Was that what she was saying? A phone that might have never been answered or checked? My parents had given Mamá Lupe a prepaid phone that had lived in her glove compartment. She had only used her home phone.

And then Zac broke up with her sometime soon after that and she never fixed it? Never said anything?

“Why would you do that?” I asked her before I could stop myself, arms tingling and nearly numb.

She had changed our numbers.

She had changed our numbers.

This Jessica Asshole hiccupped. “I’m sorry!”

I didn’t think I’d ever wanted to punch someone so much in my fucking life. And I hoped I never would. My hands were freezing, and my stomach cramped.
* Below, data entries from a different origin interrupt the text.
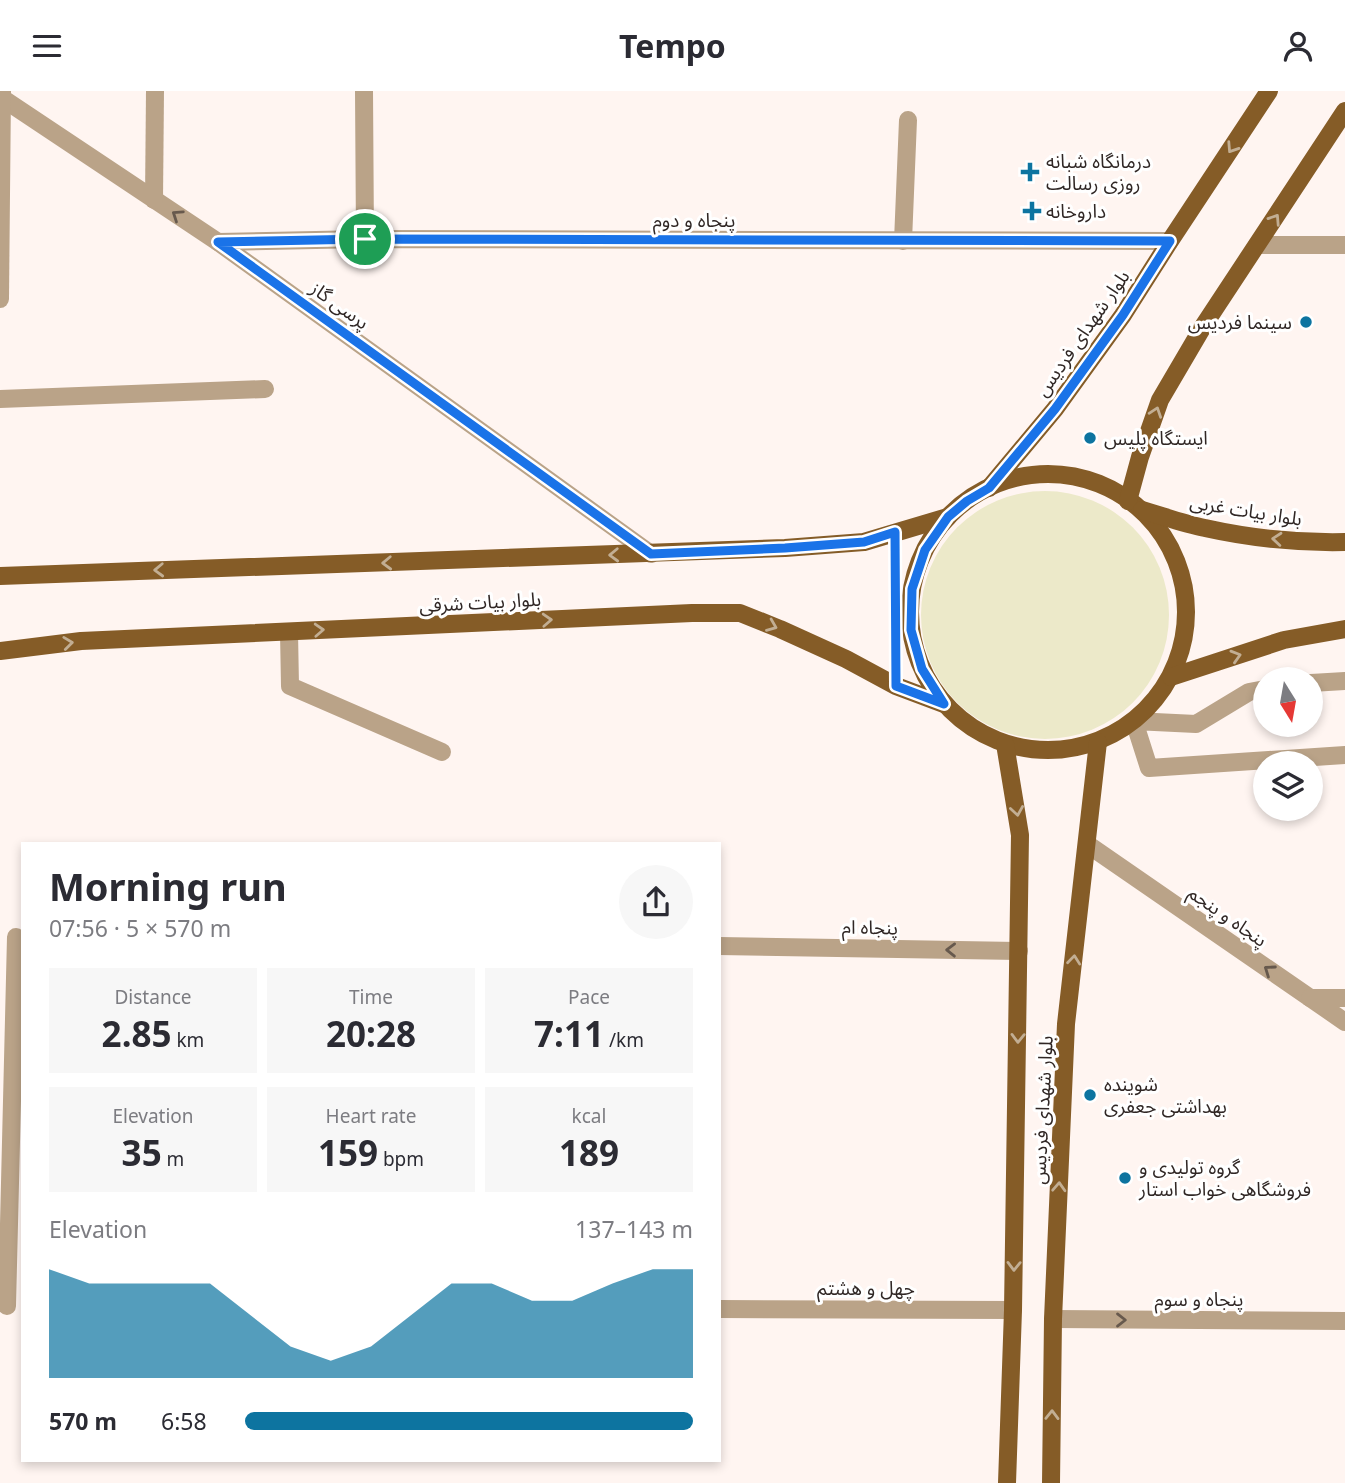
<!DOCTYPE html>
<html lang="en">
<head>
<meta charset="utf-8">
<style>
	:root { --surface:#fff; --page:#f7f7f7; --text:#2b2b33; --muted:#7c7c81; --accent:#0d74a0 }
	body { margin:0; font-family:"Noto Sans","Noto Sans Arabic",sans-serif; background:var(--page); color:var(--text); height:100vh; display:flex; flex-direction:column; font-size:26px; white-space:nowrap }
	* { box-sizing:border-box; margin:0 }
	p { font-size:23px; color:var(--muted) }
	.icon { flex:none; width:38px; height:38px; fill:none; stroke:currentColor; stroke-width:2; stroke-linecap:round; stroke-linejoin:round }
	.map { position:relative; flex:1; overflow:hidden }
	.details { position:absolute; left:21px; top:751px; width:700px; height:620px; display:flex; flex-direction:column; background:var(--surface); border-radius:0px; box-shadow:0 4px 10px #0003 }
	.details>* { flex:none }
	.needle { width:46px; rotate:169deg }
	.buttons { position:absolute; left:1253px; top:576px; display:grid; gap:14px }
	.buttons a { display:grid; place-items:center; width:70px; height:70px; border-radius:50%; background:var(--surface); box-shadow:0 4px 10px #0003; font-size:35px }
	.pin { position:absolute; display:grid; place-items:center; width:60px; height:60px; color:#fff; margin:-30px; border:4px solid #fff; border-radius:50%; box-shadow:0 2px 7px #0007 }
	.round { display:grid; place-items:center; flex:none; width:74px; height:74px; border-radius:37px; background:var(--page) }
	.overview { display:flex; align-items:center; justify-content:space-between; height:119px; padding:0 28px }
	h1 { font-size:38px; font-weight:700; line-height:52px }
	.figures { display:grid; grid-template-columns:repeat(3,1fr); gap:10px; height:119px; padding:7px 28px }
	.figures div { display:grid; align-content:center; border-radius:0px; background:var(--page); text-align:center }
	.figures b { font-size:35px; font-weight:700 }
	.figures small { font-size:19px; font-weight:400 }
	.figures p { font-size:19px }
	.chart { height:196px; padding:14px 28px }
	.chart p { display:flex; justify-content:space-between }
	.chart svg { width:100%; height:126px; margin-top:7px; fill:var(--accent); opacity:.7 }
	ul { padding:0 28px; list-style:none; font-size:23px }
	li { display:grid; grid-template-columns:112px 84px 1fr; align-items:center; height:52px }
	li i { height:18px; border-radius:9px; background:var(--accent) }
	header { display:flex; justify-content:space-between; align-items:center; height:91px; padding:0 28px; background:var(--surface); font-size:32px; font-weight:700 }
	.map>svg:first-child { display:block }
</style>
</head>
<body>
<header><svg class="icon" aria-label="menu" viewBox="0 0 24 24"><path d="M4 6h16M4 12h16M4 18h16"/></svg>Tempo<svg class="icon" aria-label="person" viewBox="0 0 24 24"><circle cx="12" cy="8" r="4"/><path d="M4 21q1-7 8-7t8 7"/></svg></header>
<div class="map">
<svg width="1345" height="1392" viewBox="0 0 1345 1392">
	<rect width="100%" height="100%" fill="#fff5f1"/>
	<circle fill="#ece9c9" cx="1045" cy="524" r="124"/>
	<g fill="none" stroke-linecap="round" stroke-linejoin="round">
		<polyline stroke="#a89e9b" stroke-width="4.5" stroke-dasharray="5 5" stroke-linecap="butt" points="895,466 896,570"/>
		<g stroke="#baa388" stroke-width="18">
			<polyline points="364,0 365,148"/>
			<polyline points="0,7 2,7 218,151 651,463"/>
			<polyline points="154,109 155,0"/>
			<polyline points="903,150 908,29"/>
			<polyline points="218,151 365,148 1170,150"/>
			<polyline points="1257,154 1345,154"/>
			<polyline points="0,208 2,0"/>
			<polyline points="0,308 265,298"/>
			<polyline points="289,541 290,595 442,661"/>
			<polyline points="1311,592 1345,590"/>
			<polyline points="1265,598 1249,601 1196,633 1134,630 1149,677 1345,664"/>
			<polyline points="1087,753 1345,931"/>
			<polyline points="719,855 1019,860"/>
			<polyline points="1310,907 1345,907"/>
			<polyline points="7,1215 16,846"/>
			<polyline points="719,1218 1013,1219"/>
			<polyline points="1053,1228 1345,1230"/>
		</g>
		<g stroke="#855c27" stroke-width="18">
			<circle cx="1048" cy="521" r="138"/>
			<polyline points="989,397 1055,318 1123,224 1170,150 1269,0"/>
			<polyline points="1128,410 1140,366 1160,309 1204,234 1345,20"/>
			<path d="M1142,419C1163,425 1184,433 1205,437C1250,447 1299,452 1345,451"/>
			<polyline points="0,485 785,457 864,451 948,426"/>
			<polyline points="0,560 81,550 692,522 740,522 780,538 846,568 896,595 944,613"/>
			<polyline points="1171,586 1284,549 1345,538"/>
			<polyline points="1005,653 1020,744 1013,1219 1007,1392"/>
			<polyline points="1051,1392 1053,1228 1066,933 1098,651"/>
		</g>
	</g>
	<defs><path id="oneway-chevron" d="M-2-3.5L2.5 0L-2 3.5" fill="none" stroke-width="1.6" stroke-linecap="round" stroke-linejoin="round" transform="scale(1.75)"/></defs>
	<g stroke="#c2ae93">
		<use href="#oneway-chevron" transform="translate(1232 57) rotate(123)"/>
		<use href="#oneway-chevron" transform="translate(1275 128) rotate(-57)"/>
		<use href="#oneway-chevron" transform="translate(1156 321) rotate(-71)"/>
		<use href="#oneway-chevron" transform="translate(1277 448) rotate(-175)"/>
		<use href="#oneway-chevron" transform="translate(614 464) rotate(178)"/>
		<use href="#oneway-chevron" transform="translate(387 472) rotate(178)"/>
		<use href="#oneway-chevron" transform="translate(159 479) rotate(178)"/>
		<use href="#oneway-chevron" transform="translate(547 529) rotate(-3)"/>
		<use href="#oneway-chevron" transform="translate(772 535) rotate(22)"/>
		<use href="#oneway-chevron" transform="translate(319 539) rotate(-3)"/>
		<use href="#oneway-chevron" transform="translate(68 552) rotate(-7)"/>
		<use href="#oneway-chevron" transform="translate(1236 565) rotate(-17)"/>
		<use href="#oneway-chevron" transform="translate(1017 720) rotate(81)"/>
		<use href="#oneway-chevron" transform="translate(1074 869) rotate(-84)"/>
		<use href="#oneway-chevron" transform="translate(1018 947) rotate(91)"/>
		<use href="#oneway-chevron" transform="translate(1059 1096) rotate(-87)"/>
		<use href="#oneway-chevron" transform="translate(1014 1175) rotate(91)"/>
		<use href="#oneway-chevron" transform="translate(1052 1324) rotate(-89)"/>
	</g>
	<g stroke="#67594d">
		<use href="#oneway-chevron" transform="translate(177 124) rotate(-146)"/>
		<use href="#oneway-chevron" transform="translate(951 859) rotate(-179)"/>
		<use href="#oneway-chevron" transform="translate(1269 879) rotate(-145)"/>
		<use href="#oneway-chevron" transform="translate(1121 1229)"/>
	</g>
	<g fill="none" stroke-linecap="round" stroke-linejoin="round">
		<g stroke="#fff" stroke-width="14">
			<polygon id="route" points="365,148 1170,150 1123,224 1055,318 989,397 967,410 948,426 925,459 912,498 911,539 922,578 944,613 896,595 895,441 864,451 785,457 651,463 218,151"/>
		</g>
		<use href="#route" stroke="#1a73e8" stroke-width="9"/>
	</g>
	<g fill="#0d74a0" stroke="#fff" stroke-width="2.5">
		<path d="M1026.5 70.5h7v7h7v7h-7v7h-7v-7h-7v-7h7z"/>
		<path d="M1028.5 109.5h7v7h7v7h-7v7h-7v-7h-7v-7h7z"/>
		<circle cx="1306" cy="231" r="7"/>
		<circle cx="1090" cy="347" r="7"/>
		<circle cx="1090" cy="1004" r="7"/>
		<circle cx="1125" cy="1087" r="7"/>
	</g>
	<g text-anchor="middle" stroke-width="6" stroke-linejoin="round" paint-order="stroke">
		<g font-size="19" fill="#302725" stroke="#fff" text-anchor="start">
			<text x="1046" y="77">درمانگاه شبانه<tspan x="1046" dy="22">روزی رسالت</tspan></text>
			<text x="1046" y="127">داروخانه</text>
			<text x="1292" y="238" text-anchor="end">سینما فردیس</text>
			<text x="1104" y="354">ایستگاه پلیس</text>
			<text x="1104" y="1000">شوینده<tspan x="1104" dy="22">بهداشتی جعفری</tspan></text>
			<text x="1139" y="1083">گروه تولیدی و<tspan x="1139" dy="22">فروشگاهی خواب استار</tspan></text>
		</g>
		<g font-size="19" fill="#302725" stroke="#fff">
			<text x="694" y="136">پنجاه و دوم</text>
			<text transform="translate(340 214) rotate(36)" y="7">پرسی گاز</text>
			<text transform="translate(1082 242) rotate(-55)" y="7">بلوار شهدای فردیس</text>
			<text transform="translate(1246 419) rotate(9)" y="7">بلوار بیات غربی</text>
			<text transform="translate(480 511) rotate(-3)" y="7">بلوار بیات شرقی</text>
			<text transform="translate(1228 825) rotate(35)" y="7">پنجاه و پنجم</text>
			<text transform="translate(870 836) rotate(1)" y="7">پنجاه ام</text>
			<text transform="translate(1042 1019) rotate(-87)" y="7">بلوار شهدای فردیس</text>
			<text x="866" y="1204">چهل و هشتم</text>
			<text x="1199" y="1215">پنجاه و سوم</text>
		</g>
	</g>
</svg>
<div class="buttons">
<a><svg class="needle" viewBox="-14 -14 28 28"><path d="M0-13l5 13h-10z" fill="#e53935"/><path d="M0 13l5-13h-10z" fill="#7c7c81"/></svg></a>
<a><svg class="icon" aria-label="layers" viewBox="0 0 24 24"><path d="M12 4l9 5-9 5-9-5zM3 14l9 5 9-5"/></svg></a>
</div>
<div class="pin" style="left:365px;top:148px;background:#1e9e55"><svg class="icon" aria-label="arrive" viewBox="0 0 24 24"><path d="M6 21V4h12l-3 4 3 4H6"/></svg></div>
<section class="details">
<div class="overview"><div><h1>Morning run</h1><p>07:56 · 5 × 570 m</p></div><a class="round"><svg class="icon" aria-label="share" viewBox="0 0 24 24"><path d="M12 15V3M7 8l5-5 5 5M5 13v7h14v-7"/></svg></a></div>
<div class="figures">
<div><p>Distance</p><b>2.85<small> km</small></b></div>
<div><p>Time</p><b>20:28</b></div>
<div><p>Pace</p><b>7:11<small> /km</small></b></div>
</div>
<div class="figures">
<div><p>Elevation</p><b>35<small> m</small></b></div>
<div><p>Heart rate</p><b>159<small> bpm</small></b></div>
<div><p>kcal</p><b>189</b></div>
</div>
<div class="chart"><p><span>Elevation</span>137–143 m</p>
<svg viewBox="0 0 160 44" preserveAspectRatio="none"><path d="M0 44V6L10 11L20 11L30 11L40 11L50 22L60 33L70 38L80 33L90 22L100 11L110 11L120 17L130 17L140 11L150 6L160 6V44z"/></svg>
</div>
<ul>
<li><b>570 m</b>6:58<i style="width:100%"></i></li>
</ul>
</section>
</div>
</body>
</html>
I could hear Zac saying something to her. Could hear the other guy speaking too. All three of them seemed to be talking at the same time, but my heart was beating so fast it made my ears buzz, and all I wanted right then was one thing.

To beat her ass, but since I couldn’t do that—wouldn’t do that, she wasn’t worth going to jail—there was only one option left, considering I wanted to kill her.

To get the hell out of there and away from this fucking monster.

I didn’t even really process taking my phone out and requesting a car.

I knew Trevor said something to me as I walked by him on my way out, staring at my phone and at the blinking dot that said my driver was close. Maybe even CJ said something when I passed by him, and maybe I said something to him back, but I wasn’t sure.

All I knew was that I wanted to fucking… I wasn’t sure what I wanted to fucking do. Scream. Cry. Kick someone’s ass.

I wanted to kick my own ass most of all.

But what I did know was that I wanted to get the hell out of there at least.

I wanted to go home.

And that was what I did as I got into the car that was already parked and waiting in the lot by the time I pushed through the crowd. Maybe it was the same ride someone had taken there. It wasn’t like it mattered.

It might have only been five minutes later, maybe less—just long enough for the driver and me to introduce each other—when my phone vibrated. The screen showed ZAC THE SNACK PACK on it. For one millisecond, I thought about not answering it.

But that wasn’t me, and this wasn’t the right moment. He hadn’t done anything.

Maybe he’d been right.

Maybe he really had tried to call me. Or text me.

Maybe he hadn’t gotten some of my messages or calls either.

I couldn’t think of a single person I hated as much as I hated Jessica in that moment. Not the ex who had cheated on me. Not the girl he had cheated on me with who had known he had a girlfriend. Not anyone. Not even Gunner. Not even the meanest people to ever leave comments on my uploads.